=== What this task involves ===
An exact copy of all the data is required, with pictures left out.

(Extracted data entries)
===

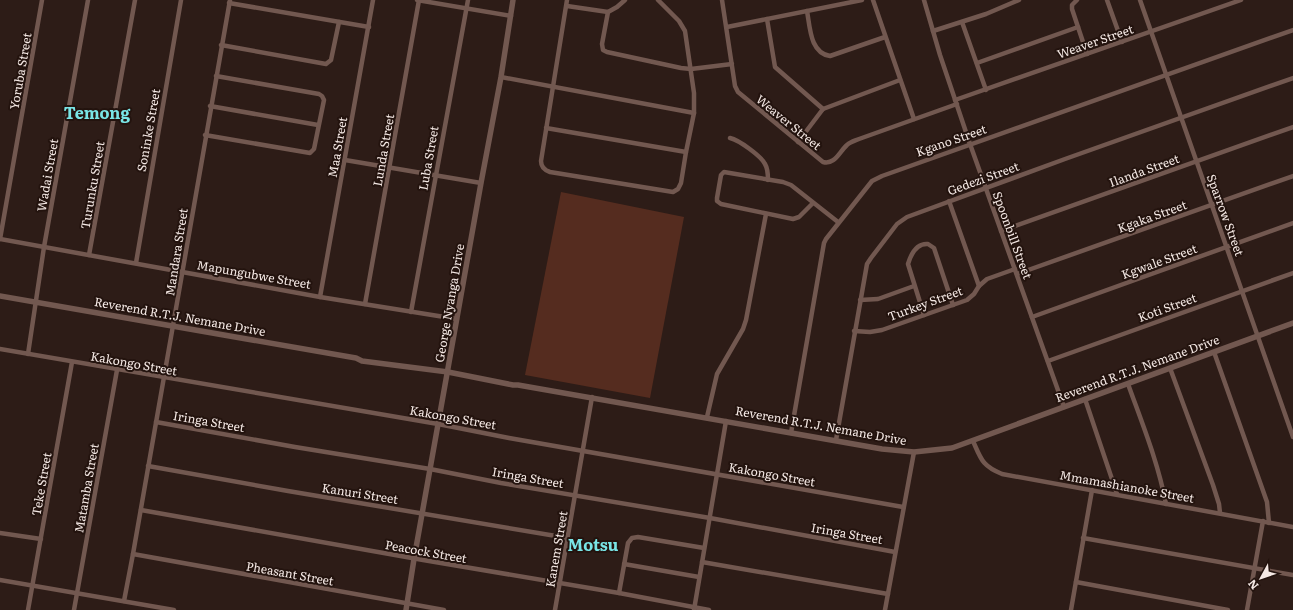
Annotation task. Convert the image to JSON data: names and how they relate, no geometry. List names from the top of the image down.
{
  "streets": {
    "street": [
      "Weaver Street",
      "Yoruba Street",
      "Soninke Street",
      "Kgano Street",
      "Maa Street",
      "Lunda Street",
      "Luba Street",
      "Ilanda Street",
      "Wadai Street",
      "Gedezi Street",
      "Turunku Street",
      "Sparrow Street",
      "Kgaka Street",
      "Spoonbill Street",
      "Mandara Street",
      "Kgwale Street",
      "Mapungubwe Street",
      "George Nyanga Drive",
      "Turkey Street",
      "Koti Street",
      "Reverend R.T.J. Nemane Drive",
      "Kakongo Street",
      "Iringa Street",
      "Teke Street",
      "Mmamashianoke Street",
      "Matamba Street",
      "Kanuri Street",
      "Kanem Street",
      "Peacock Street",
      "Pheasant Street"
    ]
  },
  "crossings": [
    ["Weaver Street", "Sparrow Street"],
    ["Weaver Street", "Spoonbill Street"],
    ["Yoruba Street", "Mapungubwe Street"],
    ["Soninke Street", "Mapungubwe Street"],
    ["Kgano Street", "Sparrow Street"],
    ["Kgano Street", "Spoonbill Street"],
    ["Kgano Street", "Reverend R.T.J. Nemane Drive"],
    ["Maa Street", "Mapungubwe Street"],
    ["Lunda Street", "Mapungubwe Street"],
    ["Luba Street", "Mapungubwe Street"],
    ["Ilanda Street", "Sparrow Street"],
    ["Ilanda Street", "Spoonbill Street"],
    ["Wadai Street", "Mapungubwe Street"],
    ["Wadai Street", "Reverend R.T.J. Nemane Drive"],
    ["Wadai Street", "Kakongo Street"],
    ["Gedezi Street", "Sparrow Street"],
    ["Gedezi Street", "Spoonbill Street"],
    ["Gedezi Street", "Turkey Street"],
    ["Gedezi Street", "Reverend R.T.J. Nemane Drive"],
    ["Turunku Street", "Mapungubwe Street"],
    ["Sparrow Street", "Kgaka Street"],
    ["Sparrow Street", "Kgwale Street"],
    ["Sparrow Street", "Koti Street"],
    ["Sparrow Street", "Reverend R.T.J. Nemane Drive"],
    ["Kgaka Street", "Spoonbill Street"],
    ["Spoonbill Street", "Kgwale Street"],
    ["Spoonbill Street", "Koti Street"],
    ["Spoonbill Street", "Reverend R.T.J. Nemane Drive"],
    ["Mandara Street", "Mapungubwe Street"],
    ["Mandara Street", "Reverend R.T.J. Nemane Drive"],
    ["Mandara Street", "Kakongo Street"],
    ["Mandara Street", "Iringa Street"],
    ["Mandara Street", "Kanuri Street"],
    ["Mandara Street", "Peacock Street"],
    ["Mandara Street", "Pheasant Street"],
    ["Mapungubwe Street", "George Nyanga Drive"],
    ["George Nyanga Drive", "Reverend R.T.J. Nemane Drive"],
    ["George Nyanga Drive", "Kakongo Street"],
    ["George Nyanga Drive", "Iringa Street"],
    ["George Nyanga Drive", "Kanuri Street"],
    ["George Nyanga Drive", "Peacock Street"],
    ["George Nyanga Drive", "Pheasant Street"],
    ["Reverend R.T.J. Nemane Drive", "Mmamashianoke Street"],
    ["Reverend R.T.J. Nemane Drive", "Kanem Street"],
    ["Kakongo Street", "Teke Street"],
    ["Kakongo Street", "Matamba Street"],
    ["Kakongo Street", "Kanem Street"],
    ["Iringa Street", "Kanem Street"],
    ["Kanuri Street", "Kanem Street"],
    ["Kanem Street", "Peacock Street"]
  ],
  "districts": ["Temong", "Motsu"],
  "north": "bottom left"
}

===

=== Answer to this task ===
Annotation task. Convert the image to JSON data: names and how they relate, no geometry. List names from the top of the image down.
{
  "streets": {
    "street": [
      "Weaver Street",
      "Yoruba Street",
      "Soninke Street",
      "Kgano Street",
      "Maa Street",
      "Lunda Street",
      "Luba Street",
      "Ilanda Street",
      "Wadai Street",
      "Gedezi Street",
      "Turunku Street",
      "Sparrow Street",
      "Kgaka Street",
      "Spoonbill Street",
      "Mandara Street",
      "Kgwale Street",
      "Mapungubwe Street",
      "George Nyanga Drive",
      "Turkey Street",
      "Koti Street",
      "Reverend R.T.J. Nemane Drive",
      "Kakongo Street",
      "Iringa Street",
      "Teke Street",
      "Mmamashianoke Street",
      "Matamba Street",
      "Kanuri Street",
      "Kanem Street",
      "Peacock Street",
      "Pheasant Street"
    ]
  },
  "crossings": [
    ["Weaver Street", "Sparrow Street"],
    ["Weaver Street", "Spoonbill Street"],
    ["Yoruba Street", "Mapungubwe Street"],
    ["Soninke Street", "Mapungubwe Street"],
    ["Kgano Street", "Sparrow Street"],
    ["Kgano Street", "Spoonbill Street"],
    ["Kgano Street", "Reverend R.T.J. Nemane Drive"],
    ["Maa Street", "Mapungubwe Street"],
    ["Lunda Street", "Mapungubwe Street"],
    ["Luba Street", "Mapungubwe Street"],
    ["Ilanda Street", "Sparrow Street"],
    ["Ilanda Street", "Spoonbill Street"],
    ["Wadai Street", "Mapungubwe Street"],
    ["Wadai Street", "Reverend R.T.J. Nemane Drive"],
    ["Wadai Street", "Kakongo Street"],
    ["Gedezi Street", "Sparrow Street"],
    ["Gedezi Street", "Spoonbill Street"],
    ["Gedezi Street", "Turkey Street"],
    ["Gedezi Street", "Reverend R.T.J. Nemane Drive"],
    ["Turunku Street", "Mapungubwe Street"],
    ["Sparrow Street", "Kgaka Street"],
    ["Sparrow Street", "Kgwale Street"],
    ["Sparrow Street", "Koti Street"],
    ["Sparrow Street", "Reverend R.T.J. Nemane Drive"],
    ["Kgaka Street", "Spoonbill Street"],
    ["Spoonbill Street", "Kgwale Street"],
    ["Spoonbill Street", "Koti Street"],
    ["Spoonbill Street", "Reverend R.T.J. Nemane Drive"],
    ["Mandara Street", "Mapungubwe Street"],
    ["Mandara Street", "Reverend R.T.J. Nemane Drive"],
    ["Mandara Street", "Kakongo Street"],
    ["Mandara Street", "Iringa Street"],
    ["Mandara Street", "Kanuri Street"],
    ["Mandara Street", "Peacock Street"],
    ["Mandara Street", "Pheasant Street"],
    ["Mapungubwe Street", "George Nyanga Drive"],
    ["George Nyanga Drive", "Reverend R.T.J. Nemane Drive"],
    ["George Nyanga Drive", "Kakongo Street"],
    ["George Nyanga Drive", "Iringa Street"],
    ["George Nyanga Drive", "Kanuri Street"],
    ["George Nyanga Drive", "Peacock Street"],
    ["George Nyanga Drive", "Pheasant Street"],
    ["Reverend R.T.J. Nemane Drive", "Mmamashianoke Street"],
    ["Reverend R.T.J. Nemane Drive", "Kanem Street"],
    ["Kakongo Street", "Teke Street"],
    ["Kakongo Street", "Matamba Street"],
    ["Kakongo Street", "Kanem Street"],
    ["Iringa Street", "Kanem Street"],
    ["Kanuri Street", "Kanem Street"],
    ["Kanem Street", "Peacock Street"]
  ],
  "districts": ["Temong", "Motsu"],
  "north": "bottom left"
}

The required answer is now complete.